◆ **Directions**
For the string "view", count the lines in the records below that contain it. Answer with that number alone.

◆ **Records for this task**

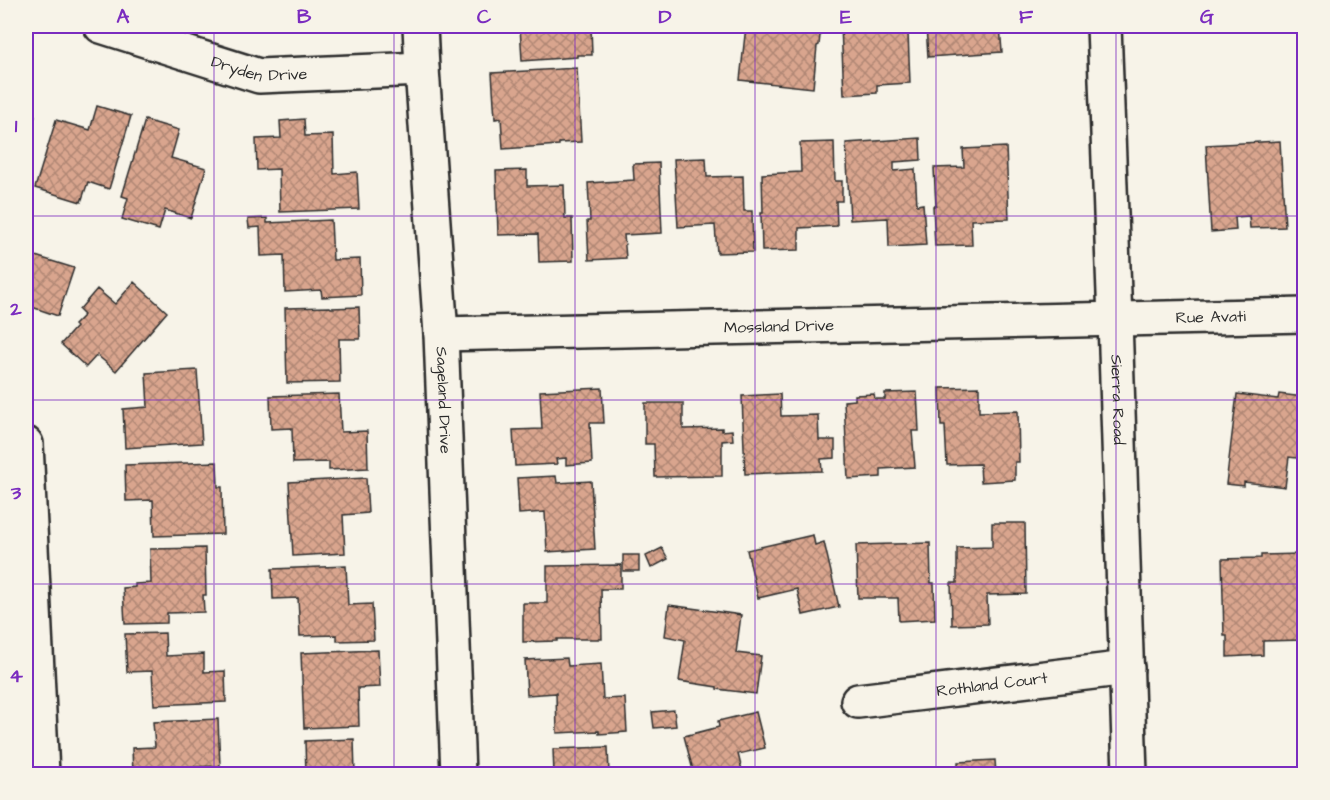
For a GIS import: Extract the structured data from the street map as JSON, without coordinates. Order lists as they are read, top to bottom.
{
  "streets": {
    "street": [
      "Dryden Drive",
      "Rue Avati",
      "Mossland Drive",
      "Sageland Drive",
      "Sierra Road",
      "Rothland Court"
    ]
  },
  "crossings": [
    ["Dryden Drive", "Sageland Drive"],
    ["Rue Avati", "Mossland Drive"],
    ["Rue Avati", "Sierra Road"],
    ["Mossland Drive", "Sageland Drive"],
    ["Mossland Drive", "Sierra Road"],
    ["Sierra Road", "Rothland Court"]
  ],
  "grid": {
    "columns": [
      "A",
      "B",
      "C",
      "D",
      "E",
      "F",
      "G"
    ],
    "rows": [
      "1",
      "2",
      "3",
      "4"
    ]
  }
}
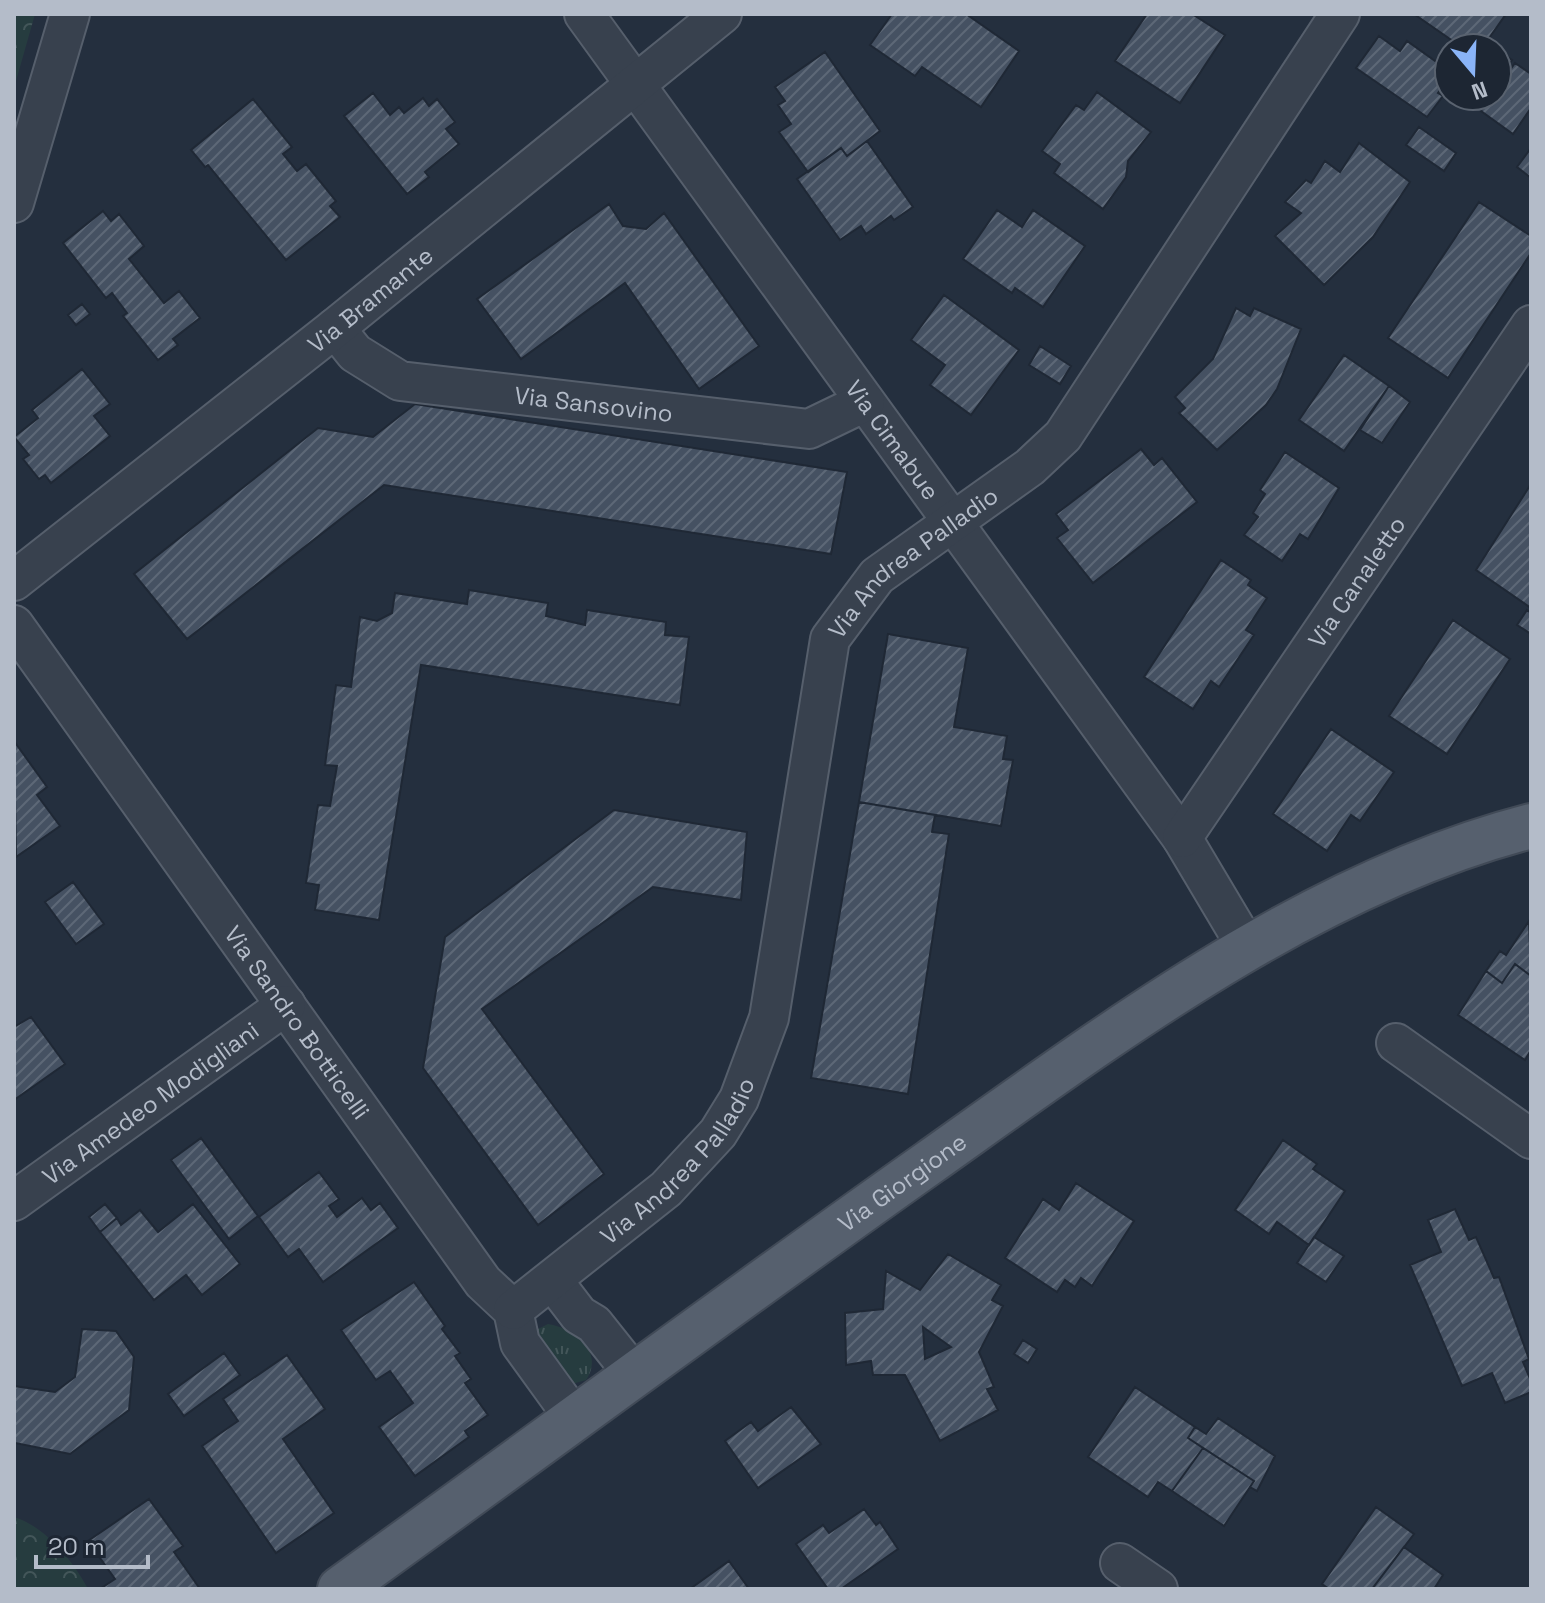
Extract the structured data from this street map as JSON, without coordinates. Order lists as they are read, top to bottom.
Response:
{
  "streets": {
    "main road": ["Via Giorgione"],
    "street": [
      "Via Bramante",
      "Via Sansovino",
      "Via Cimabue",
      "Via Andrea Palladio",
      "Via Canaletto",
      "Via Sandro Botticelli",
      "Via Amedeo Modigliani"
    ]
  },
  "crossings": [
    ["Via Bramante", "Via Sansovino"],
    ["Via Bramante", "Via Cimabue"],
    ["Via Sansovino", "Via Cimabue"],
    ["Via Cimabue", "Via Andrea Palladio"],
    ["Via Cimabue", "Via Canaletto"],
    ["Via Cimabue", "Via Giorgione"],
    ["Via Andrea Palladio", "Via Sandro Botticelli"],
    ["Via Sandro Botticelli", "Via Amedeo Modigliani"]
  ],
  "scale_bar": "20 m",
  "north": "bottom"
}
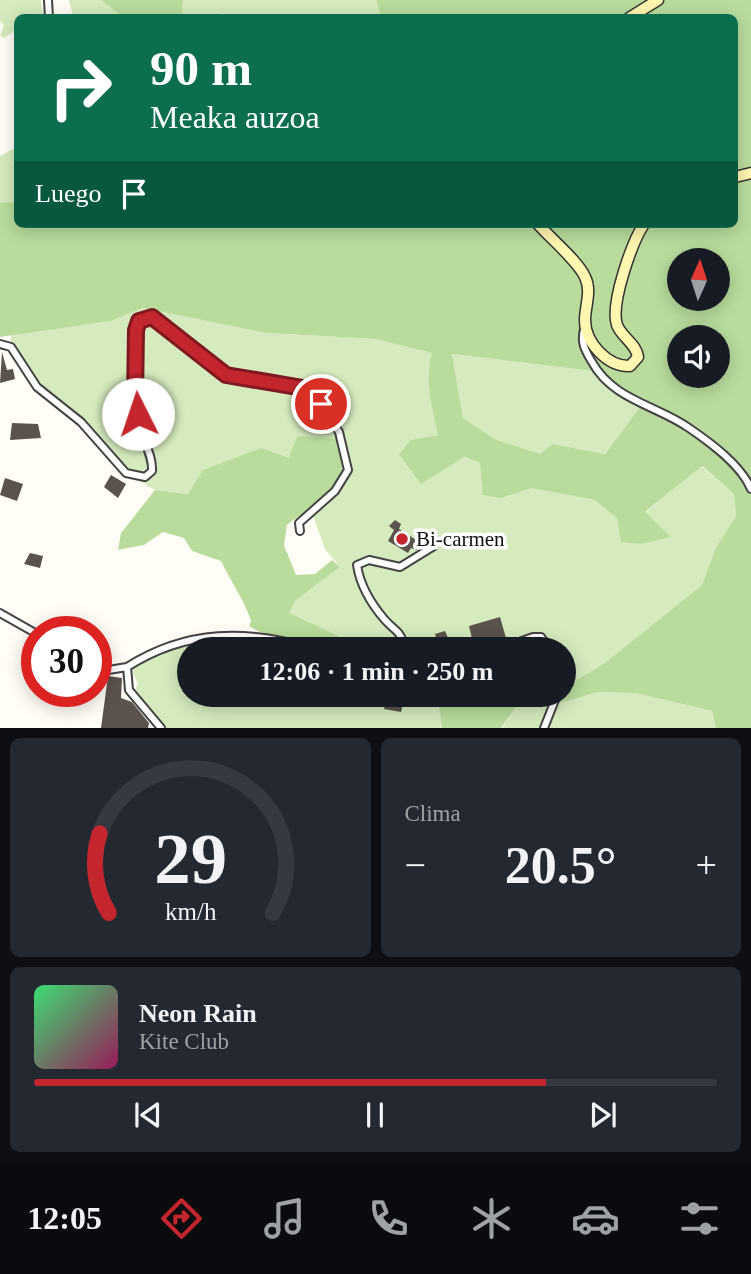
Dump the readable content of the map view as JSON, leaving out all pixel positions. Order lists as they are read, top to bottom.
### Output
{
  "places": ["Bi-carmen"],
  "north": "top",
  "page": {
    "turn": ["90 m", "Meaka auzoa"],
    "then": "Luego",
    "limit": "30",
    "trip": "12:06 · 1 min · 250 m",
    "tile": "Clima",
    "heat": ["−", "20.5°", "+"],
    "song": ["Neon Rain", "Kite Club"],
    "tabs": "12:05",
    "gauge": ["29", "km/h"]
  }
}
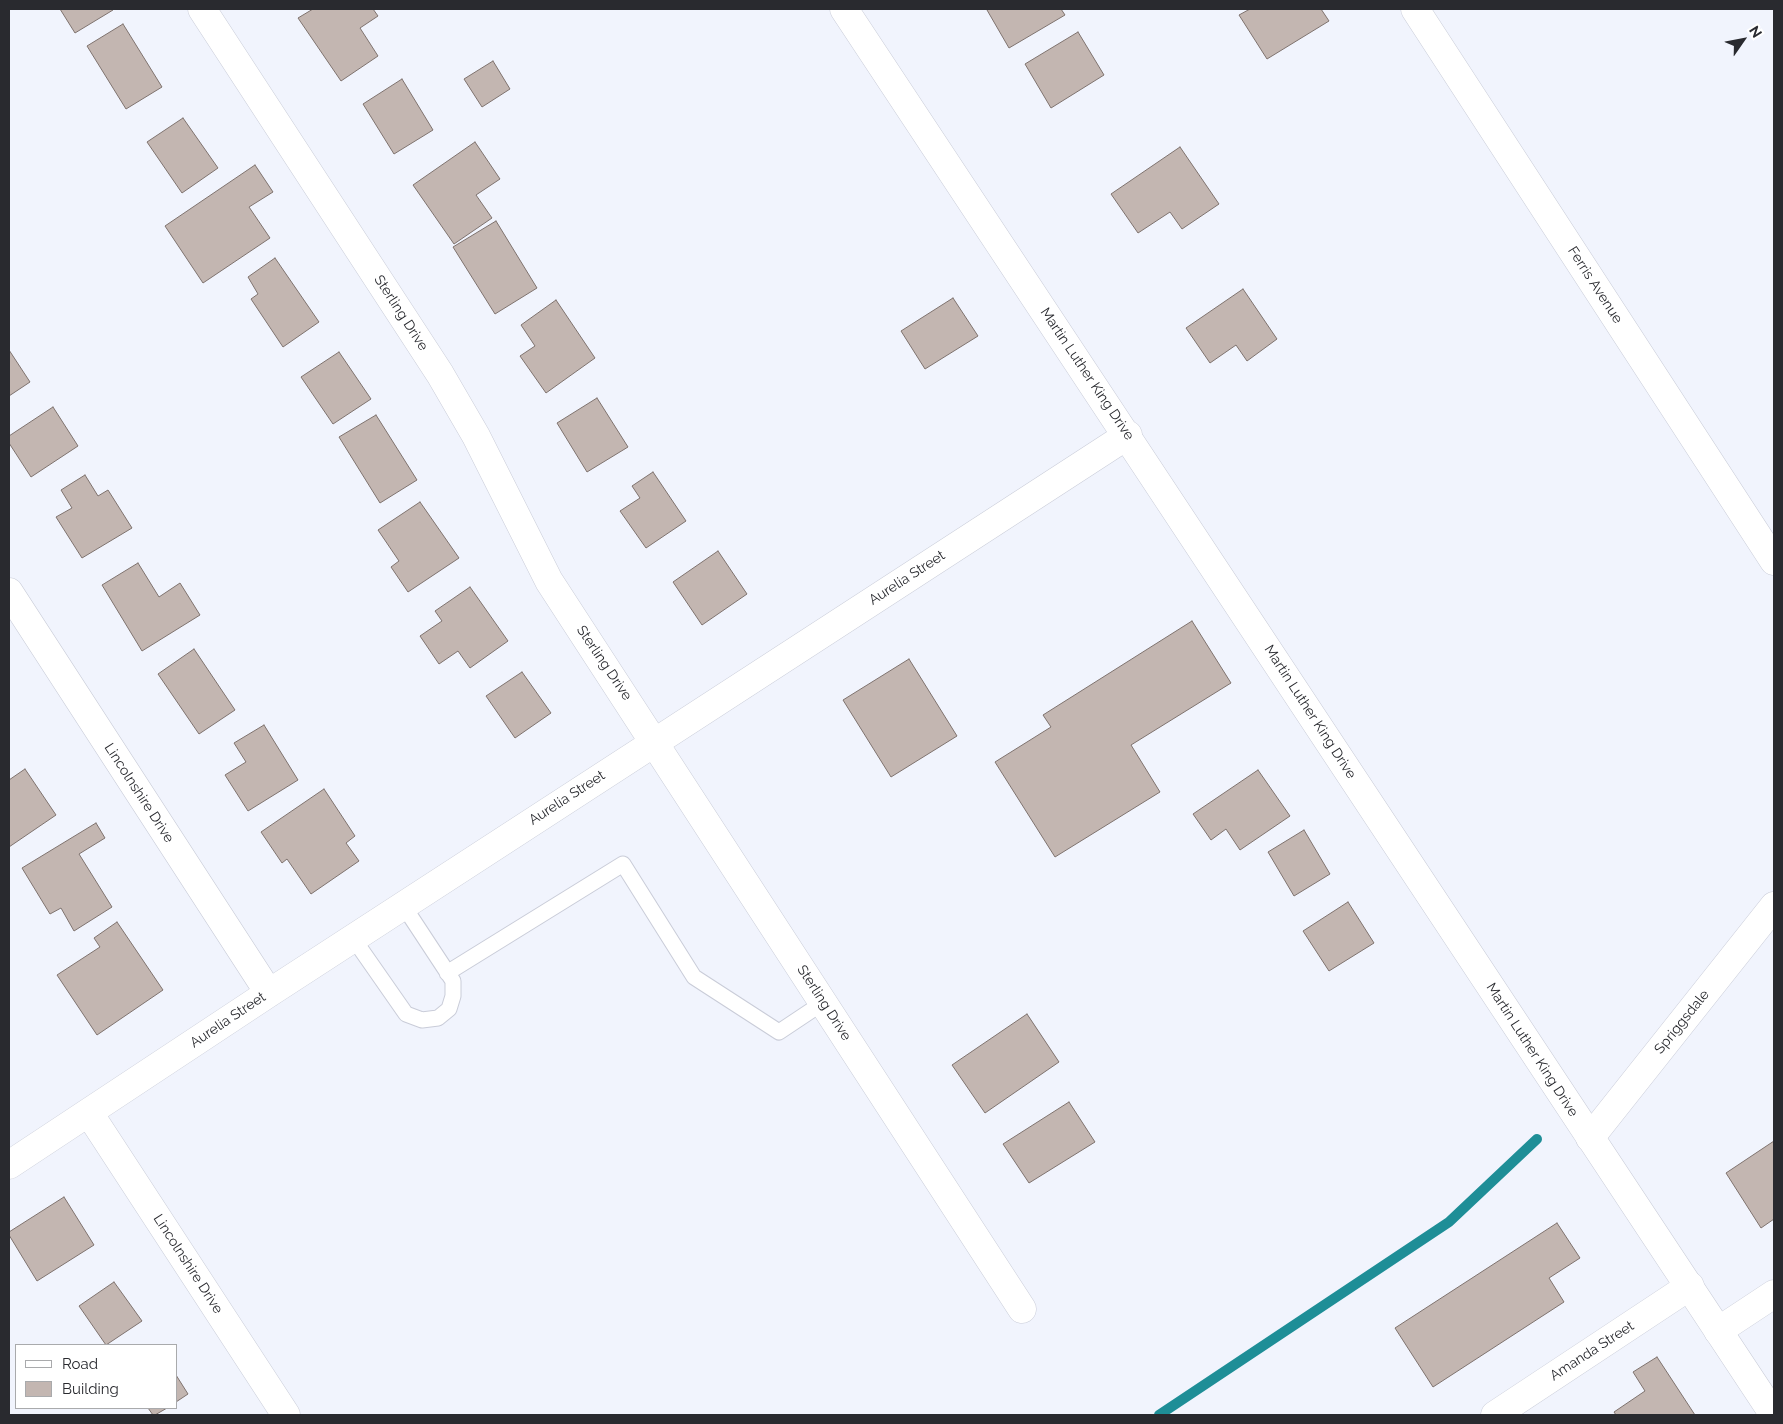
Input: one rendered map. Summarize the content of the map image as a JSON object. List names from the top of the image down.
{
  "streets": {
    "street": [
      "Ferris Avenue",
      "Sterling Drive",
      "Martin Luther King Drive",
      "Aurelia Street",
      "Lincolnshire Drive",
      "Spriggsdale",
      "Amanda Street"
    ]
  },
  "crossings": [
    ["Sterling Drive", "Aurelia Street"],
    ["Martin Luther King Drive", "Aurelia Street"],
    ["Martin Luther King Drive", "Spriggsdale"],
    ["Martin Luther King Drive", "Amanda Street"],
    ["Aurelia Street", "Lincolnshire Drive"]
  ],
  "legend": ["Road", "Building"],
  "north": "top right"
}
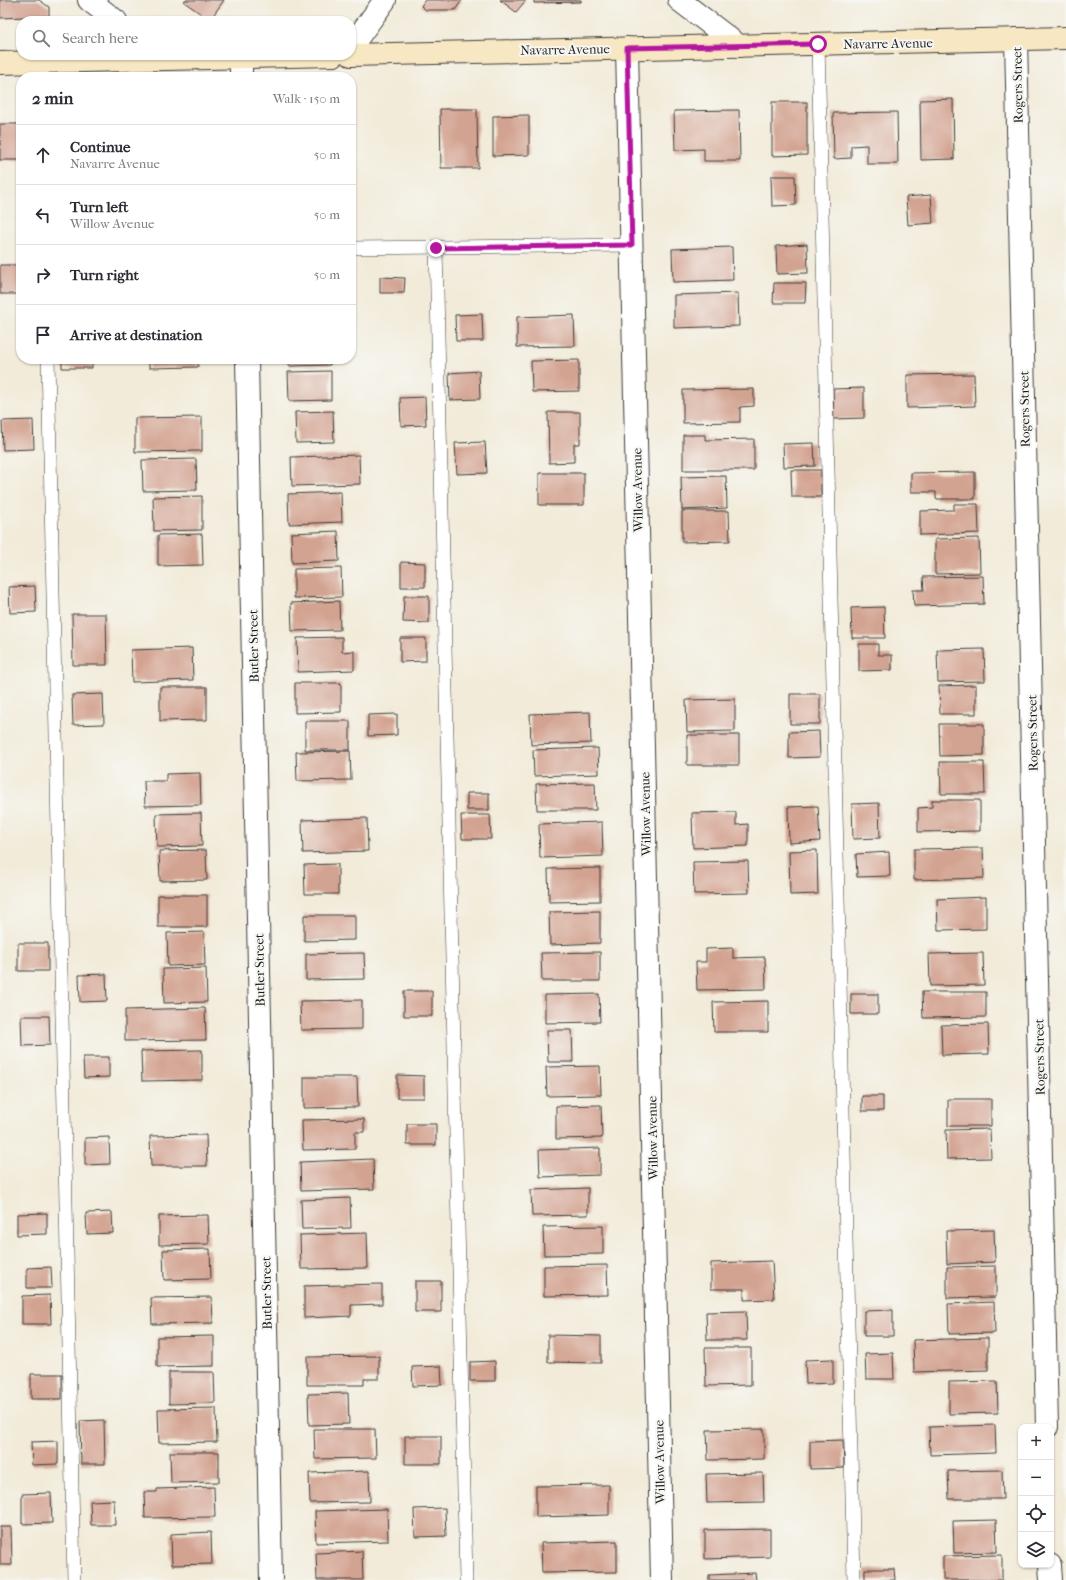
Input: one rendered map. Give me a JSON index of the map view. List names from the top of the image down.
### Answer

◆ **Exercise response**
2